Do we really need, for instance, to do in-person interviews of everyone who seeks a visa, even if they have already been interviewed for visas in the past, and we already have their fingerprints on U.S. government databases? That only wastes scarce consular resources on low-risk travelers. Is it necessary to pull all male travelers from Muslim countries into the long humiliation of secondary screening at the airport, even those who are frequent visitors well-known to U.S. officials? It is time to reassert some common sense … Of all the initiatives undertaken in the name of homeland security after 9/11, the visa screening requirements for foreign scientists and engineers have probably done the most lasting damage to America’s economy — particularly in the cutting-edge technology fields that are vital to our economic leadership and national security.

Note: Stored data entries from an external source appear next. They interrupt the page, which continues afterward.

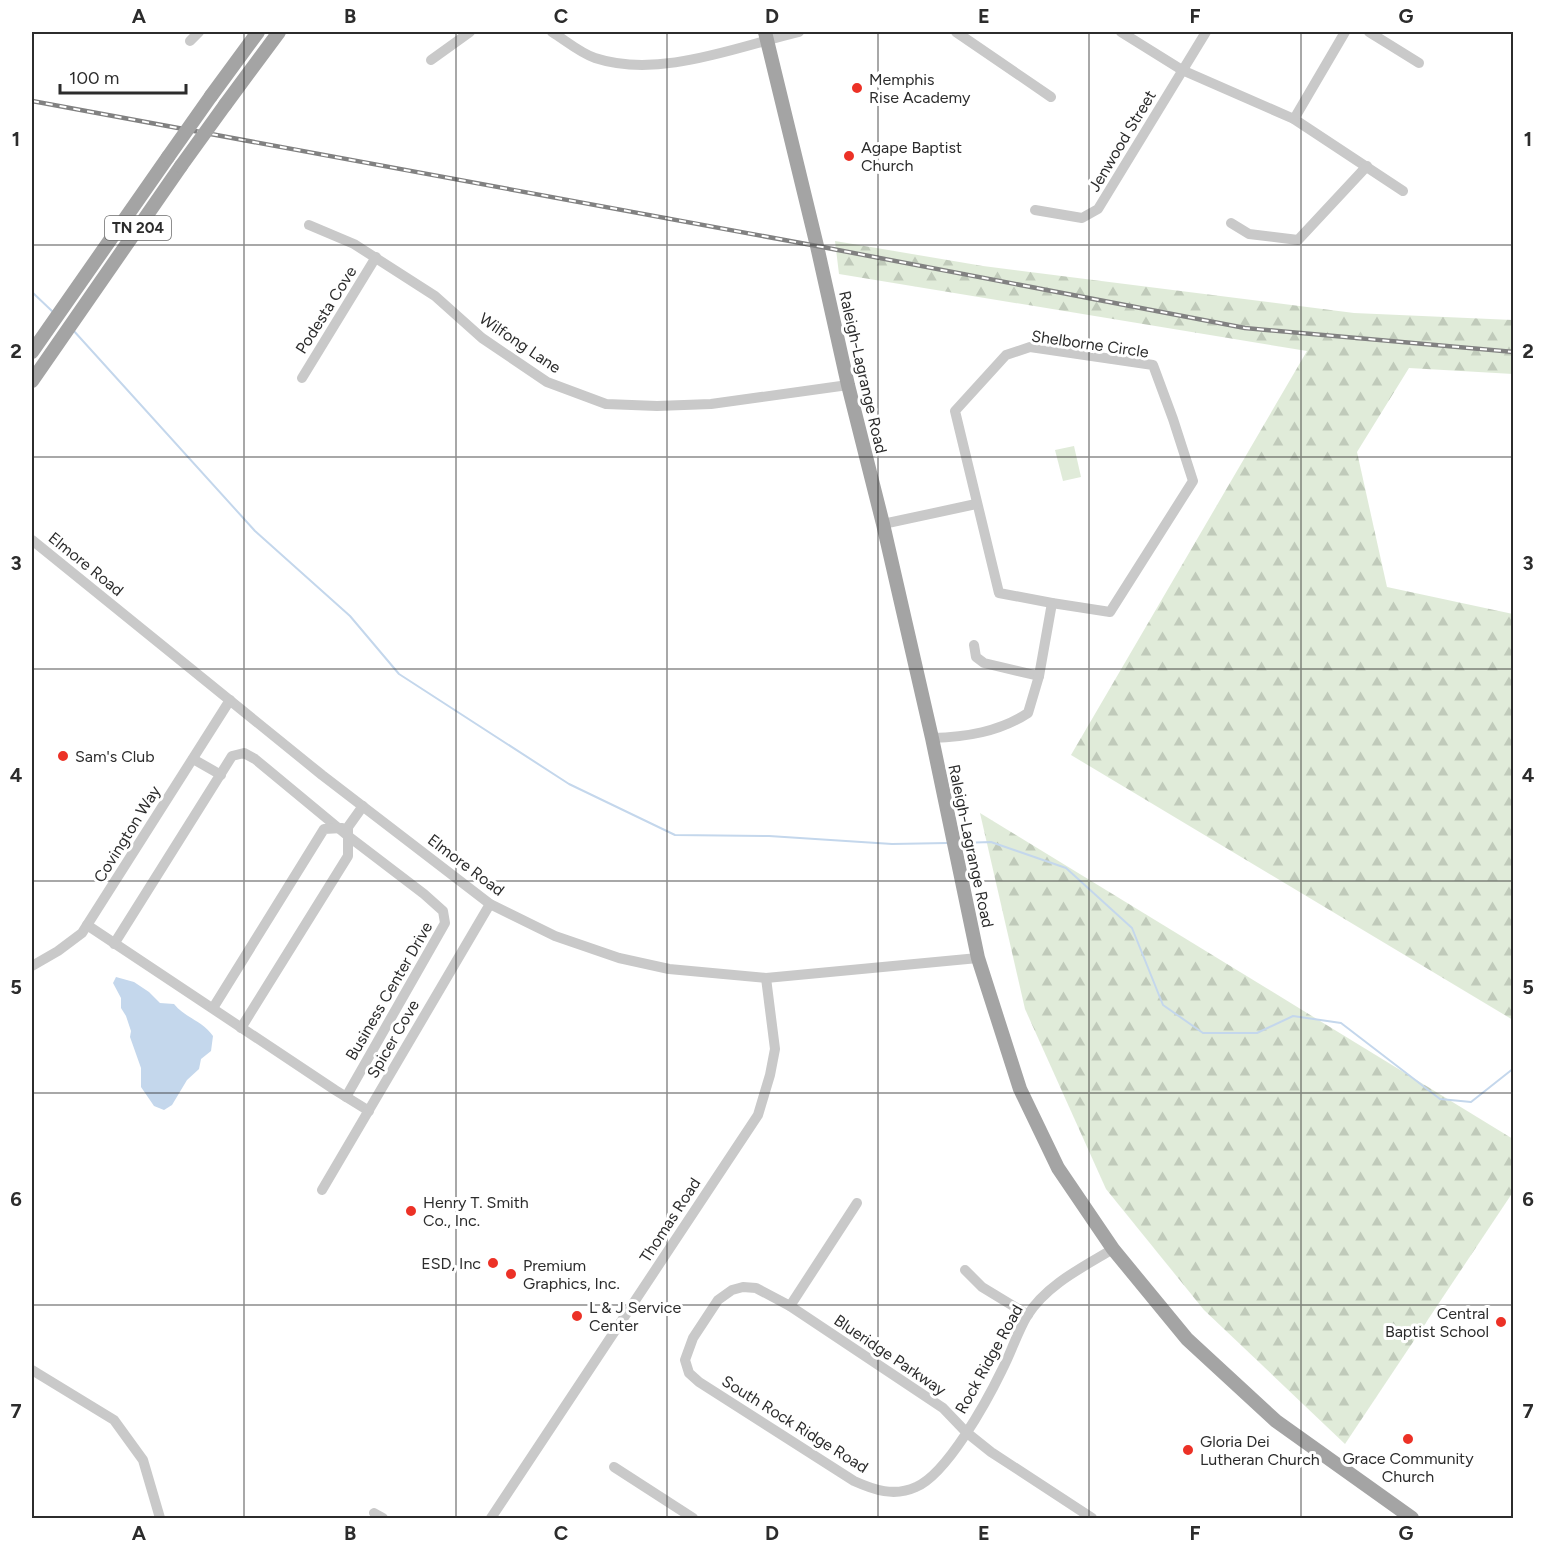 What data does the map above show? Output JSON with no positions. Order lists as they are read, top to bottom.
{
  "streets": {
    "main road": ["TN 204", "Raleigh-Lagrange Road"],
    "street": [
      "Jenwood Street",
      "Podesta Cove",
      "Wilfong Lane",
      "Shelborne Circle",
      "Elmore Road",
      "Covington Way",
      "Business Center Drive",
      "Spicer Cove",
      "Thomas Road",
      "Blueridge Parkway",
      "Rock Ridge Road",
      "South Rock Ridge Road"
    ]
  },
  "crossings": [
    ["Podesta Cove", "Wilfong Lane"],
    ["Wilfong Lane", "Raleigh-Lagrange Road"],
    ["Raleigh-Lagrange Road", "Elmore Road"],
    ["Raleigh-Lagrange Road", "Rock Ridge Road"],
    ["Elmore Road", "Covington Way"],
    ["Elmore Road", "Spicer Cove"],
    ["Elmore Road", "Thomas Road"],
    ["Blueridge Parkway", "Rock Ridge Road"],
    ["Blueridge Parkway", "South Rock Ridge Road"],
    ["Rock Ridge Road", "South Rock Ridge Road"]
  ],
  "places": [
    "Memphis Rise Academy",
    "Agape Baptist Church",
    "Sam's Club",
    "Henry T. Smith Co., Inc.",
    "ESD, Inc",
    "Premium Graphics, Inc.",
    "L & J Service Center",
    "Central Baptist School",
    "Grace Community Church",
    "Gloria Dei Lutheran Church"
  ],
  "scale_bar": "100 m",
  "grid": {
    "columns": [
      "A",
      "B",
      "C",
      "D",
      "E",
      "F",
      "G"
    ],
    "rows": [
      "1",
      "2",
      "3",
      "4",
      "5",
      "6",
      "7"
    ]
  }
} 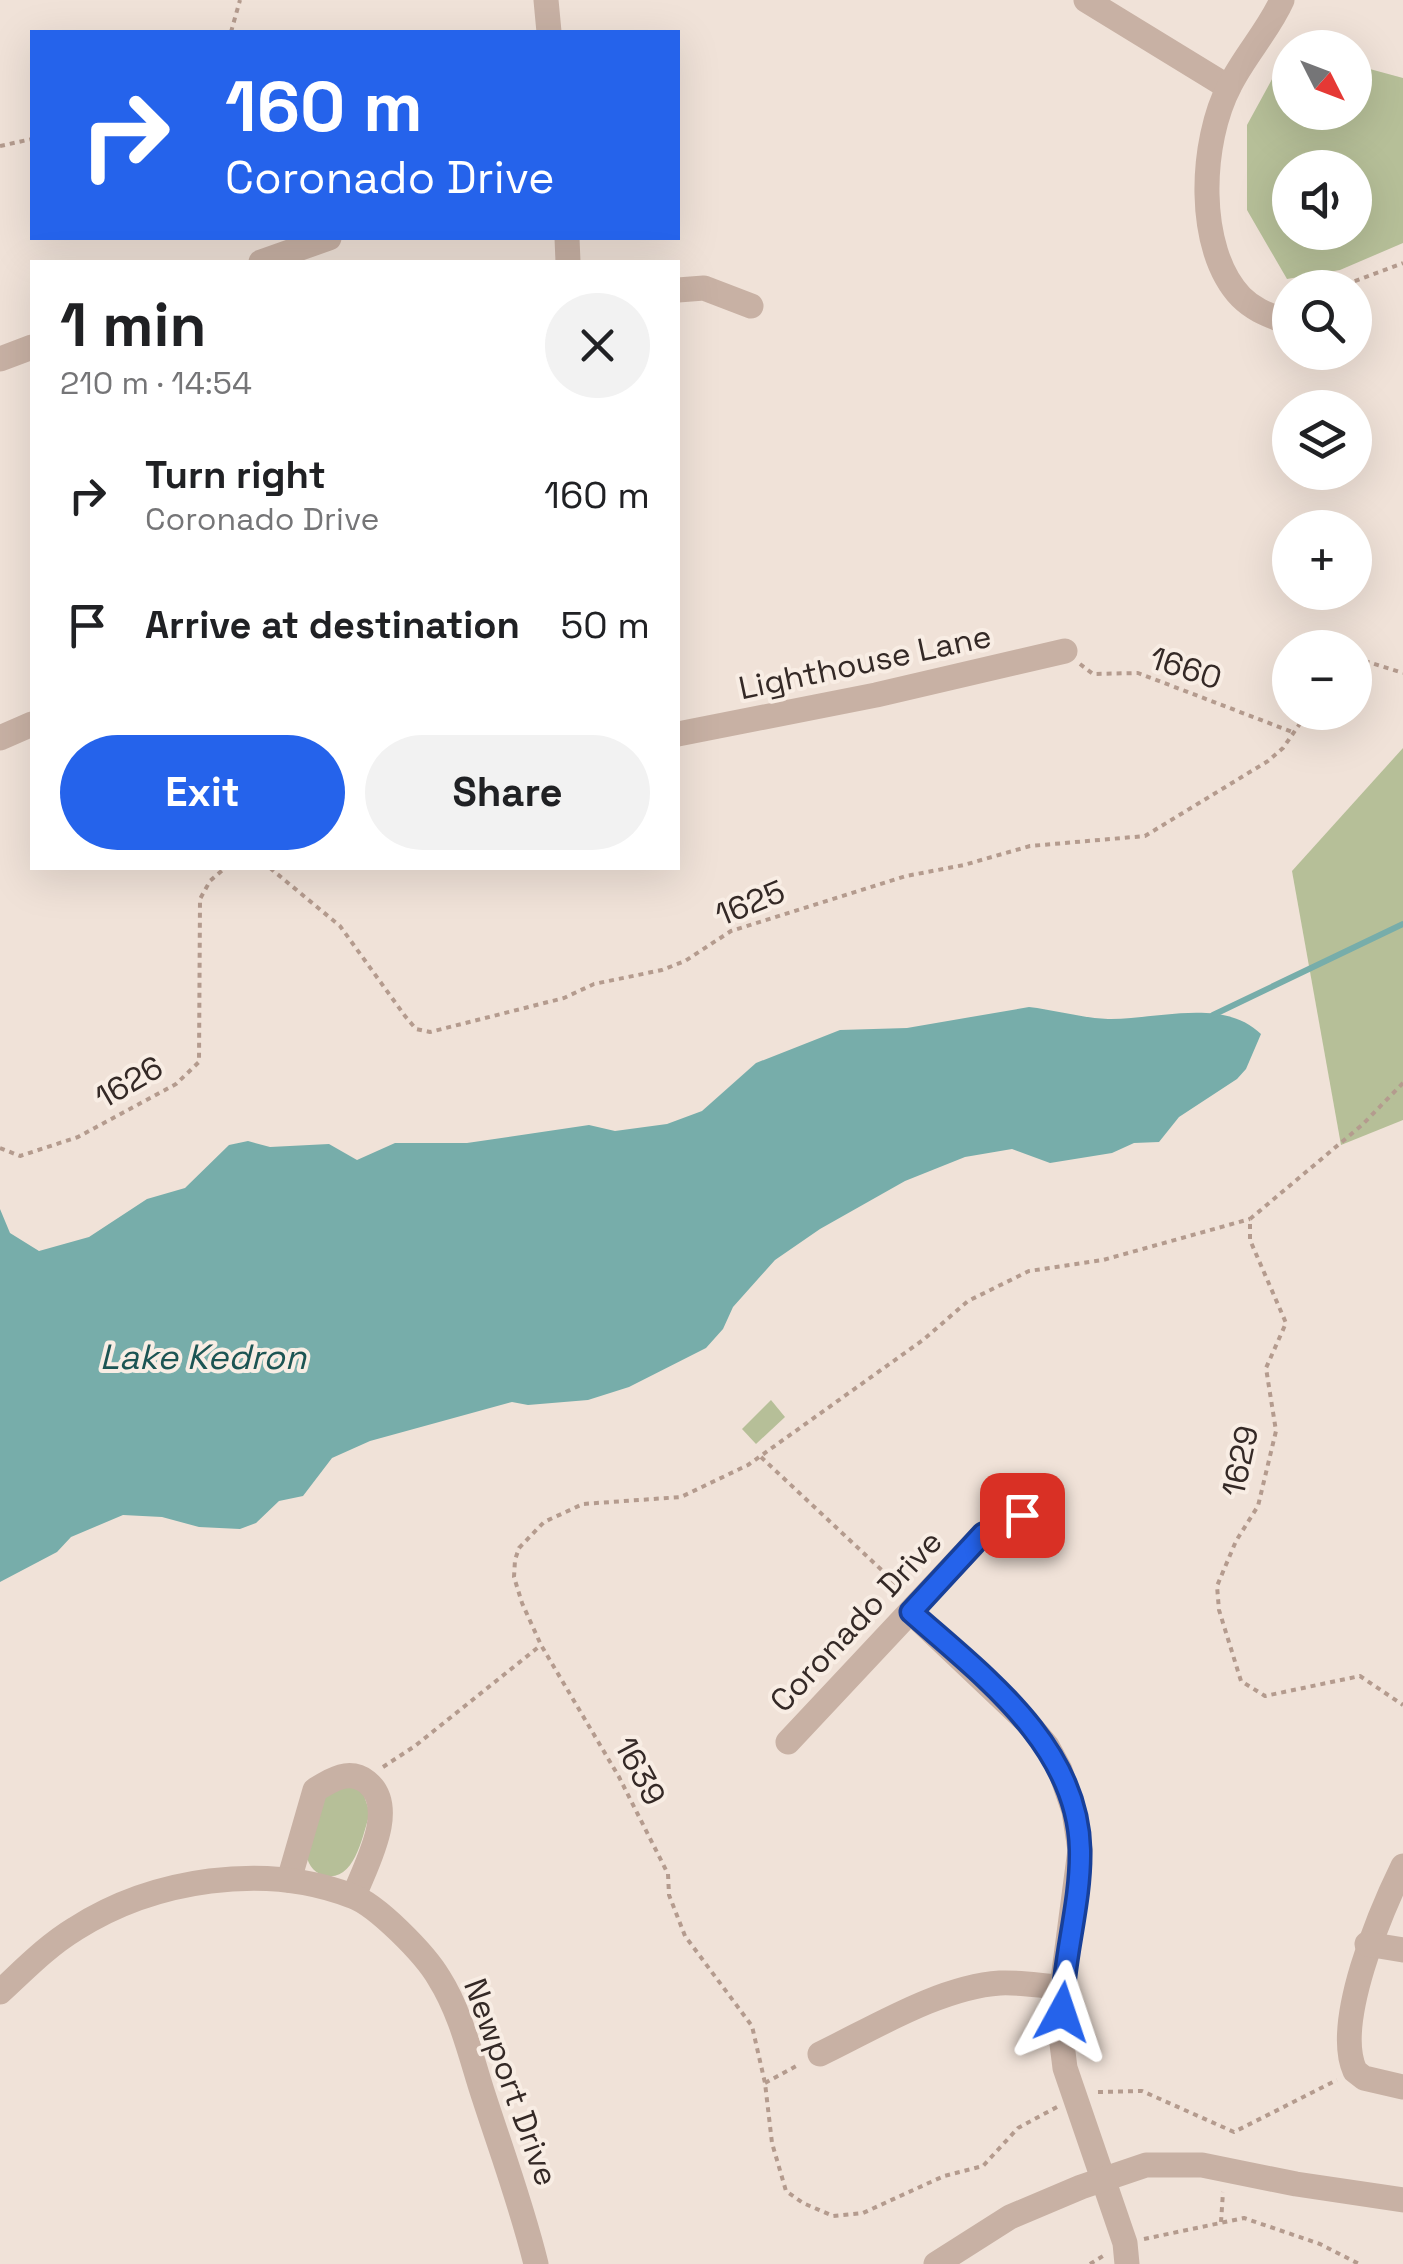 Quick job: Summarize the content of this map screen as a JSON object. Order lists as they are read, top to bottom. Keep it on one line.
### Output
{"streets":{"street":["Lighthouse Lane","Coronado Drive","Newport Drive"],"path":["1660","1625","1626","1629","1639"]},"crossings":[["Lighthouse Lane","1660"],["1660","1625"],["1629","1639"]],"water":["Lake Kedron"],"north":"bottom right","page":{"map_buttons":["+","−"],"turn":["160 m","Coronado Drive"],"heading":["1 min","210 m · 14:54"],"list":[{"name":"Turn right","note":"Coronado Drive","value":"160 m"},{"name":"Arrive at destination","value":"50 m"}],"buttons":["Exit","Share"]}} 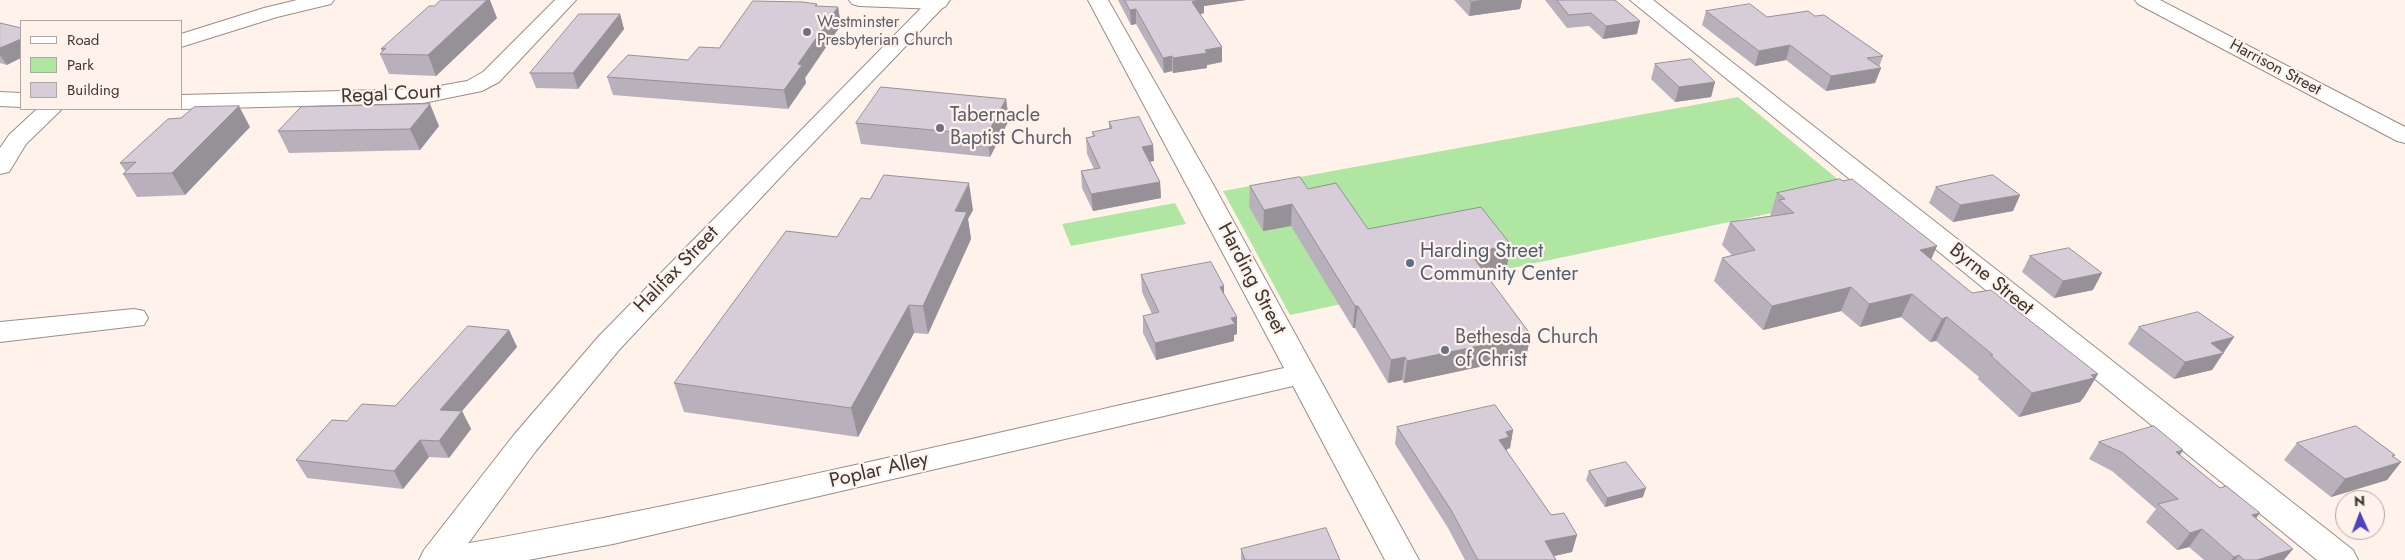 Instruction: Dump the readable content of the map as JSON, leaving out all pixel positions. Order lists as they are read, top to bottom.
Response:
{
  "streets": {
    "street": [
      "Harrison Street",
      "Regal Court",
      "Halifax Street",
      "Harding Street",
      "Byrne Street",
      "Poplar Alley"
    ]
  },
  "crossings": [
    ["Harding Street", "Poplar Alley"]
  ],
  "places": [
    "Westminster Presbyterian Church",
    "Tabernacle Baptist Church",
    "Harding Street Community Center",
    "Bethesda Church of Christ"
  ],
  "legend": ["Road", "Park", "Building"],
  "north": "top"
} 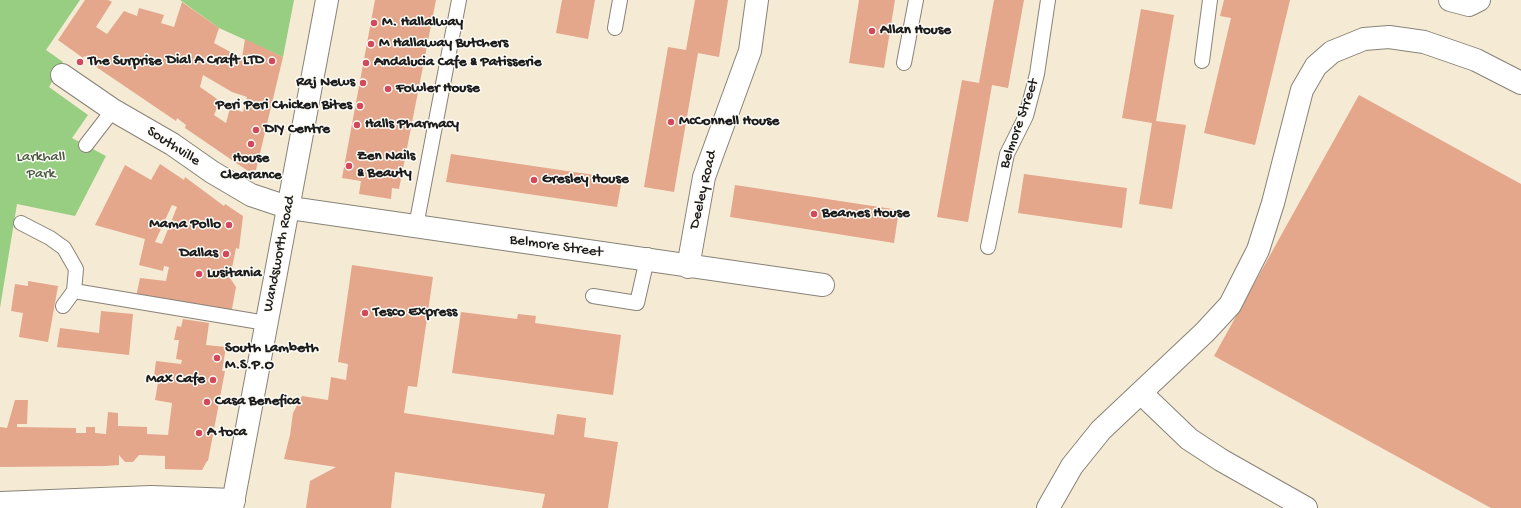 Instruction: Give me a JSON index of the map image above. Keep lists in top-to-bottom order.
{
  "streets": {
    "street": [
      "Belmore Street",
      "Southville",
      "Deeley Road",
      "Wandsworth Road"
    ]
  },
  "crossings": [
    ["Belmore Street", "Southville"],
    ["Belmore Street", "Deeley Road"],
    ["Belmore Street", "Wandsworth Road"],
    ["Southville", "Wandsworth Road"]
  ],
  "parks": ["Larkhall Park"],
  "places": [
    "M. Hallalway",
    "Allan House",
    "M Hallaway Butchers",
    "Dial A Craft LTD",
    "The Surprise",
    "Andalucia Cafe & Patisserie",
    "Raj News",
    "Fowler House",
    "Peri Peri Chicken Bites",
    "McConnell House",
    "Halls Pharmacy",
    "DIY Centre",
    "House Clearance",
    "Zen Nails & Beauty",
    "Gresley House",
    "Beames House",
    "Mama Pollo",
    "Dallas",
    "Lusitania",
    "Tesco Express",
    "South Lambeth M.S.P.O",
    "Max Cafe",
    "Casa Benefica",
    "A toca"
  ]
}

Alden’s right. His particular focus is immigration, but the same logic – that we must prioritize threats based upon risk – applies across the board in the homeland security environment. Risk-based and layered security measures are the universally accepted best practices among security experts – unless you isolate a particular vulnerability and task a particular security agency with ensuring that nothing gets through. When that happens, you get situations of the sort Alden refers to, with the State Department and the FBI preferring to create massive backlogs and waste in the immigration screening process, in an effort to scan 100 percent of any particular group, rather than judiciously putting risk-based procedures into place. While individual lives are ruined (visa holders who return to their native countries for a vacation and find that they can’t quickly get back into the United States, losing their homes or jobs or private property), the agencies have covered themselves so no congressional inquiry can put the blame on them should something go wrong in the future. (And as everybody knows, there will be another terrorist attack at some point, and, as is Congress’s tendency, somebody – besides Congress – will need to be blamed.)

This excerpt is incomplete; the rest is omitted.